__The problem__: Gather each line containing the string "middle" from these entries.

Top of Material provided

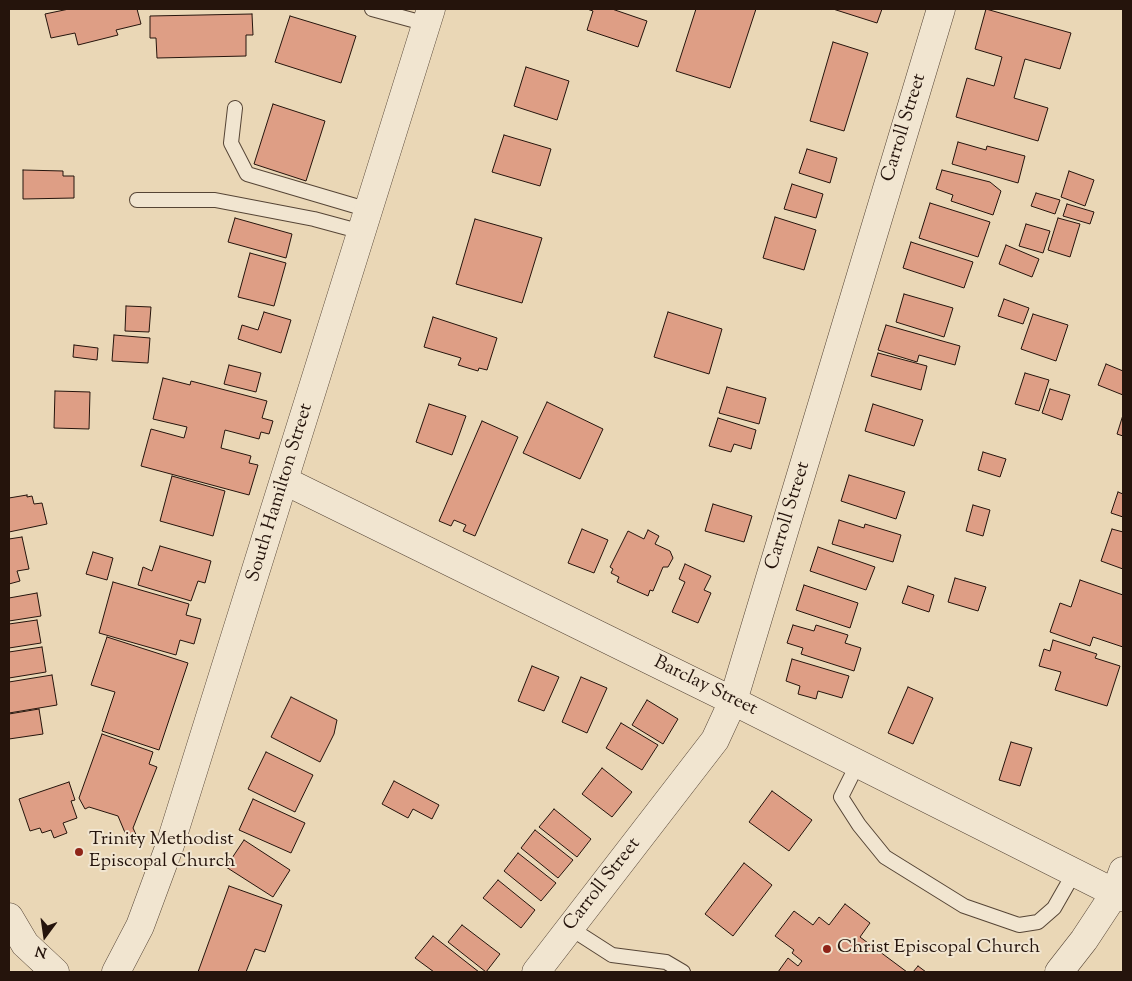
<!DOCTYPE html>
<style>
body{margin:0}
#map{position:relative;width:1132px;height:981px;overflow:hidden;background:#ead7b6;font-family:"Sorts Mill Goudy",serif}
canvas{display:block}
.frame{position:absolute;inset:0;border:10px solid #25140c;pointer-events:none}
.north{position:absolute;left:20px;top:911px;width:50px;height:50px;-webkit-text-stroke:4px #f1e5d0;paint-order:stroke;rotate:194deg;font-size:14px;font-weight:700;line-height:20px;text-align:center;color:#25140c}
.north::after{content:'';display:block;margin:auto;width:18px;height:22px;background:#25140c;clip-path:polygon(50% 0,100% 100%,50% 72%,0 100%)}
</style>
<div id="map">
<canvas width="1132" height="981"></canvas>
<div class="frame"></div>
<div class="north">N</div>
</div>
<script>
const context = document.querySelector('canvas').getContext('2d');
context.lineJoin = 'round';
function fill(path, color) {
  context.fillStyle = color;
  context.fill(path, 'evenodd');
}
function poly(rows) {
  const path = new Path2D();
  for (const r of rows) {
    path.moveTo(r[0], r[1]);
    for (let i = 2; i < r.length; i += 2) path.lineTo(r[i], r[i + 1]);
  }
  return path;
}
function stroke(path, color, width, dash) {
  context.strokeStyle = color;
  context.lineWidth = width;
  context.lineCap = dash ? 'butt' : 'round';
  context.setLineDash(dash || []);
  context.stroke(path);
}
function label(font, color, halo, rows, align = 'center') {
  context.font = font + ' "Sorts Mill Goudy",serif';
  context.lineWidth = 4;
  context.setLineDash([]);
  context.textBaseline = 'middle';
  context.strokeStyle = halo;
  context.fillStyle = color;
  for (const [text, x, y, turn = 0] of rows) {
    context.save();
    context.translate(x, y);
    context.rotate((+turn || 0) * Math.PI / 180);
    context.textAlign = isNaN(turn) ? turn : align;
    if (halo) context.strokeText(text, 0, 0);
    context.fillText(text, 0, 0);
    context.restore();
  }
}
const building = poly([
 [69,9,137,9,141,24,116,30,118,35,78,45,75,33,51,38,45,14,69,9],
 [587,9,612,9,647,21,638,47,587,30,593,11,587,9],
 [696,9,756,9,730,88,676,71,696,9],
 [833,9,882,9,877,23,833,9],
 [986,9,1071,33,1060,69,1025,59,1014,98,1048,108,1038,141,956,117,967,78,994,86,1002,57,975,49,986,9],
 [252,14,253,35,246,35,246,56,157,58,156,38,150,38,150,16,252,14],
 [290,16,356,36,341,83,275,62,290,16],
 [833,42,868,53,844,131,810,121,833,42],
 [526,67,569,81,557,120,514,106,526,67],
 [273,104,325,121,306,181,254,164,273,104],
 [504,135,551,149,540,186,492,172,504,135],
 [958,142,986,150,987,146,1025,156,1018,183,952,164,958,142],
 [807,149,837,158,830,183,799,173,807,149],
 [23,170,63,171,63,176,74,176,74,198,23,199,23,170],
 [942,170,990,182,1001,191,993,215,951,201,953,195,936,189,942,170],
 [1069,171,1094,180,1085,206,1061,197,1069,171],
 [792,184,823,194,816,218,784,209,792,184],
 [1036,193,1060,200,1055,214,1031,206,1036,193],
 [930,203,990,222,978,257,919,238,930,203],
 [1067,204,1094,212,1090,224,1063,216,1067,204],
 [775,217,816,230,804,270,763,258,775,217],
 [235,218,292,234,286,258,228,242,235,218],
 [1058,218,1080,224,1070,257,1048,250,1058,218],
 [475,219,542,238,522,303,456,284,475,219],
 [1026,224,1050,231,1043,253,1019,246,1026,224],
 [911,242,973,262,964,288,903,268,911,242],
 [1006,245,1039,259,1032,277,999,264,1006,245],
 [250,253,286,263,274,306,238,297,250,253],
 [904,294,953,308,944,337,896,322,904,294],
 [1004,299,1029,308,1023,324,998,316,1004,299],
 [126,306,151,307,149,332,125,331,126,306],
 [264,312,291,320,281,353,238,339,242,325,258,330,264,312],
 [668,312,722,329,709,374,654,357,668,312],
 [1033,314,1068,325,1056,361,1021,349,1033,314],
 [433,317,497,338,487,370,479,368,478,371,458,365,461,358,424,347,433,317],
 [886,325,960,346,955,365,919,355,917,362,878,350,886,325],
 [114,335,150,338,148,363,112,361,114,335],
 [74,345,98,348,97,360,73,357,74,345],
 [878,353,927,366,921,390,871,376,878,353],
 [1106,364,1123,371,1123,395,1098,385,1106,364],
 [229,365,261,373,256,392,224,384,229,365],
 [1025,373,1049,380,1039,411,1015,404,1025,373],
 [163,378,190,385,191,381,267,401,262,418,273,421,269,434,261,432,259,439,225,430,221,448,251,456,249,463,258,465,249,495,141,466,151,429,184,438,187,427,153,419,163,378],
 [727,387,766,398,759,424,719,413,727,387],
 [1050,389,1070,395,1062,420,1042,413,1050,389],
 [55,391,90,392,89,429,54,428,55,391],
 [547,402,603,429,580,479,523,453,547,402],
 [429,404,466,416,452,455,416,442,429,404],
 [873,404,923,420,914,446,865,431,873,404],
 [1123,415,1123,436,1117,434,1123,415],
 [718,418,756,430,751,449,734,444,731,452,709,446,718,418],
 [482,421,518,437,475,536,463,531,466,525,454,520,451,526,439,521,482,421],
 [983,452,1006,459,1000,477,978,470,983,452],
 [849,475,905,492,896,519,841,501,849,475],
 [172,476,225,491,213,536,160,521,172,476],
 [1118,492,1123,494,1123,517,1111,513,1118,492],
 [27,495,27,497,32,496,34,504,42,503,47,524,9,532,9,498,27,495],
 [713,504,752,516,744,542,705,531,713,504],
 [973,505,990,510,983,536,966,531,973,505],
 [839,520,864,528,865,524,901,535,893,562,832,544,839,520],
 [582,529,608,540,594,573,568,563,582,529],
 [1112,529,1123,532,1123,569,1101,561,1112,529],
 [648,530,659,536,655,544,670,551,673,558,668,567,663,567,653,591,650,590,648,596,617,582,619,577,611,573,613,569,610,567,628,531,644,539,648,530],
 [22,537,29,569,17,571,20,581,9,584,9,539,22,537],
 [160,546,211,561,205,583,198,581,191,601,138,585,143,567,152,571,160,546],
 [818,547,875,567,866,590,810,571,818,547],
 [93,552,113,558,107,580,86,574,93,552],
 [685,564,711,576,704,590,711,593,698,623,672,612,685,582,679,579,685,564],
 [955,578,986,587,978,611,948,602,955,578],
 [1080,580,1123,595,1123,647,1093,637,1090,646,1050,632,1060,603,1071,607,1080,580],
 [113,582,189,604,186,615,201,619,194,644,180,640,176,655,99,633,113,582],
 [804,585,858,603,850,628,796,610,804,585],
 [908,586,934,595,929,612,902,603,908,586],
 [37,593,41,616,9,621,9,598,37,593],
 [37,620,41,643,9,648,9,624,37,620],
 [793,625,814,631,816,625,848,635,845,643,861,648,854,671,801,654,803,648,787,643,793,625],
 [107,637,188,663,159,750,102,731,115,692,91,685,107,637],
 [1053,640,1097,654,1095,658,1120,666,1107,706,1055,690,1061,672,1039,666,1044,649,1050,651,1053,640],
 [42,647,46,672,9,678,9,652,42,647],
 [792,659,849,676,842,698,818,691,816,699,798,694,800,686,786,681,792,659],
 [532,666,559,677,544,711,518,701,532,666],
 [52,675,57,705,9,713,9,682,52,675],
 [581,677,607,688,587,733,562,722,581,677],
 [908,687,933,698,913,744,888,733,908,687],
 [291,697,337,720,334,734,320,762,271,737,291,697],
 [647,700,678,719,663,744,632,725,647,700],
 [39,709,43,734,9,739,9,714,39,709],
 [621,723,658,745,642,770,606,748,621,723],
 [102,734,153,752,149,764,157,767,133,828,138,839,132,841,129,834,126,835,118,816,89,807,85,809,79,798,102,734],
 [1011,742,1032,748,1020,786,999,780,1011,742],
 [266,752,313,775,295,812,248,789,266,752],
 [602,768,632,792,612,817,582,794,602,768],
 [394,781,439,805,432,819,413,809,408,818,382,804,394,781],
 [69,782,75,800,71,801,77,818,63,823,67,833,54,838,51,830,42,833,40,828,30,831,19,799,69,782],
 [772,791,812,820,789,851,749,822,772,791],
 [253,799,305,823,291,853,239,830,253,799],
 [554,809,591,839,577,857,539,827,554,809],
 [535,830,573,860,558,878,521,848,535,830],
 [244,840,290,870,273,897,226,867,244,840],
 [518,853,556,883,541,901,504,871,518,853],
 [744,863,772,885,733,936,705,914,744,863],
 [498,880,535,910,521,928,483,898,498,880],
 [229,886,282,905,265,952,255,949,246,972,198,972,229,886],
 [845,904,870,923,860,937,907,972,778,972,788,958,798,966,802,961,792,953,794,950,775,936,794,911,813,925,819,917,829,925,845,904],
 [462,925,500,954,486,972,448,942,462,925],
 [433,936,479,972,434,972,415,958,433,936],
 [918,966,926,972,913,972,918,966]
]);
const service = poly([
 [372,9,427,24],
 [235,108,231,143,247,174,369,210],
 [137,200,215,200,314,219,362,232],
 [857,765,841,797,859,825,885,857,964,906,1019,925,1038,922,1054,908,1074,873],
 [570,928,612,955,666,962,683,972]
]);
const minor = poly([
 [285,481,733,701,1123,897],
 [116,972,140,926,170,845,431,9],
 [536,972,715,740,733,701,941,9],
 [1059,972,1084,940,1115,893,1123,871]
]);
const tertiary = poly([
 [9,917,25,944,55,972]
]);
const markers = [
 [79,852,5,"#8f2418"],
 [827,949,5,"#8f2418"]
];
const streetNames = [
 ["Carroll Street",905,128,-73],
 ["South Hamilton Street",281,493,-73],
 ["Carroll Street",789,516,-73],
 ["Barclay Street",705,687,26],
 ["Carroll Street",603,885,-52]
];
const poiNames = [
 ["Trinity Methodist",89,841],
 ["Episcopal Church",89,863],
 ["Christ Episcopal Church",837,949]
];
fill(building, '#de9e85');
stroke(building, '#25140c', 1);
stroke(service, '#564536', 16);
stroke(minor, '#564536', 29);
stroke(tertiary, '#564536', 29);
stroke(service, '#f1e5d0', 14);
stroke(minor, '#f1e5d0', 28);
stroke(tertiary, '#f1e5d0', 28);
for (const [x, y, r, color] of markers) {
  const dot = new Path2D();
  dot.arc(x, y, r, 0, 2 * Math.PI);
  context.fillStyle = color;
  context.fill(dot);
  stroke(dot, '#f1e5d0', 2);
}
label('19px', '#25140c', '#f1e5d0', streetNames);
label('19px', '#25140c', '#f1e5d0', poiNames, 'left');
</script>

Bottom of Material provided
Top of Material provided

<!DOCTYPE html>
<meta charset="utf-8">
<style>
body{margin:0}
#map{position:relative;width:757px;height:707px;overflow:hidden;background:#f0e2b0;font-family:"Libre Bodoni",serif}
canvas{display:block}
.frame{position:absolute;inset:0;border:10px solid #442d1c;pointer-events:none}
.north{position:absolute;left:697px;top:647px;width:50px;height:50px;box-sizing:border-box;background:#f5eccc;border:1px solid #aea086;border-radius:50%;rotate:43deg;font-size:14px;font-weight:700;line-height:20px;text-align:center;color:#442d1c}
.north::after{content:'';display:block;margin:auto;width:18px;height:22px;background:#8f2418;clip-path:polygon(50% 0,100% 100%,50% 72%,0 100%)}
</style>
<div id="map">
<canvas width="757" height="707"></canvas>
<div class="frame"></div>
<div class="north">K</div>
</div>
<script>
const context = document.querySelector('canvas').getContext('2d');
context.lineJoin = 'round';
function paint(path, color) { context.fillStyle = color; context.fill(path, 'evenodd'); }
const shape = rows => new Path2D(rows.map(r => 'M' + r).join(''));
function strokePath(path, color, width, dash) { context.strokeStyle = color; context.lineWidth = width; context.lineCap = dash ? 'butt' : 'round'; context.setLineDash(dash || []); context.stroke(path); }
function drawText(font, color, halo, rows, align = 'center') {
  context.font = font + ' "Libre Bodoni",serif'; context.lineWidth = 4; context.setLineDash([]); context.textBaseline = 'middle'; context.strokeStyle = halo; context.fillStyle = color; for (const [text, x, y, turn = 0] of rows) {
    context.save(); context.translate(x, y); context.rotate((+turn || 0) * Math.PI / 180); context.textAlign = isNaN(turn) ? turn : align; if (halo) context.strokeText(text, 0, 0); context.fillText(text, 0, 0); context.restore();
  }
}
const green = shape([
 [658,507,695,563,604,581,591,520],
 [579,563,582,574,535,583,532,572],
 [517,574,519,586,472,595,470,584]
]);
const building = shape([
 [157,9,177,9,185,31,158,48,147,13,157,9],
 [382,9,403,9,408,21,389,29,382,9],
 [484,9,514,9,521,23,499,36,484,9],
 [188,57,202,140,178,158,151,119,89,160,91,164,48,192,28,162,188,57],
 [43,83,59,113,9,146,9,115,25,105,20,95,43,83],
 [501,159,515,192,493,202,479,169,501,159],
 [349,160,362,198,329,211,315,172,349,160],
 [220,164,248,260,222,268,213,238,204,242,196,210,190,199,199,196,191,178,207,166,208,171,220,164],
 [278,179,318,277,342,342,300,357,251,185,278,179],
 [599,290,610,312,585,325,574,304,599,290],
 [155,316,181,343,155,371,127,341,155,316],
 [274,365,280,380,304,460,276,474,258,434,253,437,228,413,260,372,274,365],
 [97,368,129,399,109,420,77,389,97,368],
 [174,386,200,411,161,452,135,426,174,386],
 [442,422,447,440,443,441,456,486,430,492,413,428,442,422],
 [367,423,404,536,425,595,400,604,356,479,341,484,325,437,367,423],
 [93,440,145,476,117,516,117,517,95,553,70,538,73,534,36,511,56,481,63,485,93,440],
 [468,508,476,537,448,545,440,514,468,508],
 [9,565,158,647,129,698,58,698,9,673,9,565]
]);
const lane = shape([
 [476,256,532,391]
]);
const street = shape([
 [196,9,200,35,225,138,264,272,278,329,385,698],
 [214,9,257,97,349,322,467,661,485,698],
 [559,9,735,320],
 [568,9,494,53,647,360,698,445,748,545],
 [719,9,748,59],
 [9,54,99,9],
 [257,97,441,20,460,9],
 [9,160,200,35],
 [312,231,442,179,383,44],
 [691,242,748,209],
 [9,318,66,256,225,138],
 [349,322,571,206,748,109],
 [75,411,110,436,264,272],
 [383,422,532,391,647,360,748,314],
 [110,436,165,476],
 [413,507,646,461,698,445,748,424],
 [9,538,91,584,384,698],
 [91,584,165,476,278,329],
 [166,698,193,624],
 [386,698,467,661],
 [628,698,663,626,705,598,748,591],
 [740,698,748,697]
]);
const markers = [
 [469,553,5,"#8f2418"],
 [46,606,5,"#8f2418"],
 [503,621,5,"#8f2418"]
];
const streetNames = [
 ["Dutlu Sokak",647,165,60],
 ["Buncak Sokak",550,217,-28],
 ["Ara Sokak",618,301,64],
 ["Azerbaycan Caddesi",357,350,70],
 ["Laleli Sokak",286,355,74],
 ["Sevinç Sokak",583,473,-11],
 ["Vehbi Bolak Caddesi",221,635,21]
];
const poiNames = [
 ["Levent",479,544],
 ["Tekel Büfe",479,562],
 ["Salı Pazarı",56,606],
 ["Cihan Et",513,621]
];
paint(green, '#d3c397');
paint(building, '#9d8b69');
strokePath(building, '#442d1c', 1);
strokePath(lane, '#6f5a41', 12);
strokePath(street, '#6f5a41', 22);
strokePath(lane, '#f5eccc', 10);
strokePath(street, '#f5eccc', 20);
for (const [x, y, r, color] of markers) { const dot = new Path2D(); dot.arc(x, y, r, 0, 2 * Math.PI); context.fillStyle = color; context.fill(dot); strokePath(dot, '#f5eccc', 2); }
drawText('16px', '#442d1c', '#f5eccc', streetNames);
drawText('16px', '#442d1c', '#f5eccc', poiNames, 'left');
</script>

Bottom of Material provided

__Expected answer__:
  context.textBaseline = 'middle';
  context.font = font + ' "Libre Bodoni",serif'; context.lineWidth = 4; context.setLineDash([]); context.textBaseline = 'middle'; context.strokeStyle = halo; context.fillStyle = color; for (const [text, x, y, turn = 0] of rows) {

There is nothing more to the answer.